“A democracia é a pior forma de governo, à exceção de todos as outras já experimentadas ao longo da história.” A frase de Churchill já foi repetida tantas vezes que há muito perdeu a sua originalidade. Não perdeu no entanto a força e a verdade que nela se encerra. Uso-a neste momento para ajudar a explicar os tempos que vivemos.

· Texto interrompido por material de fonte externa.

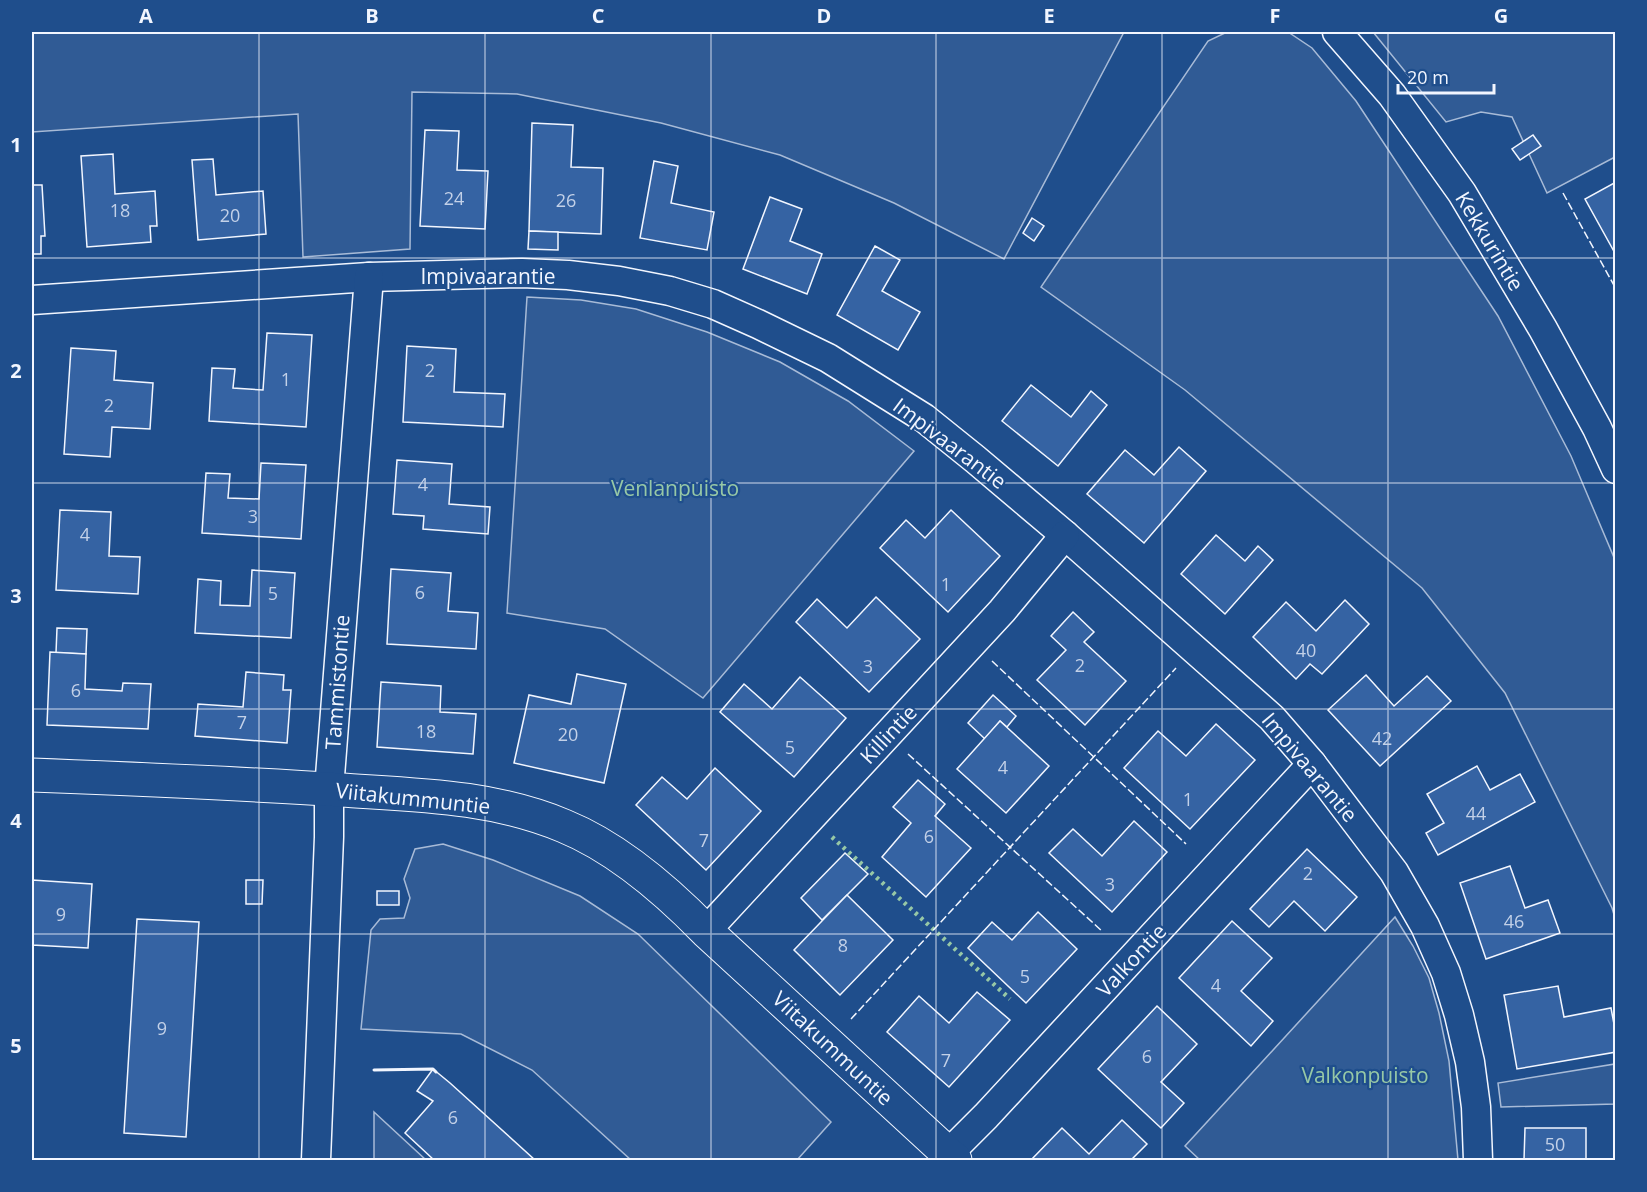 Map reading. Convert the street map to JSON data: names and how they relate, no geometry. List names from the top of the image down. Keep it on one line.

Maduro aproveitou-se das suas fragilidades e tem vindo a transformar uma democracia duvidosa numa ditadura vergonhosa, os norte-americanos mostraram-nos que depois da eleição de Trump tudo passou a ser possível em países democráticos e agora os brasileiros dizem-nos que o crime, a corrupção e a crise económica podem ser os argumentos que ajudarão a eleger um racista, misógino e homofóbico.
Não me esqueci de Putin, de Erdogan, nem de Xi Jinping, mas estes “democratas” há muito são olhados com desconfiança, para não dizer com descrédito, pelos nossos olhos ocidentais.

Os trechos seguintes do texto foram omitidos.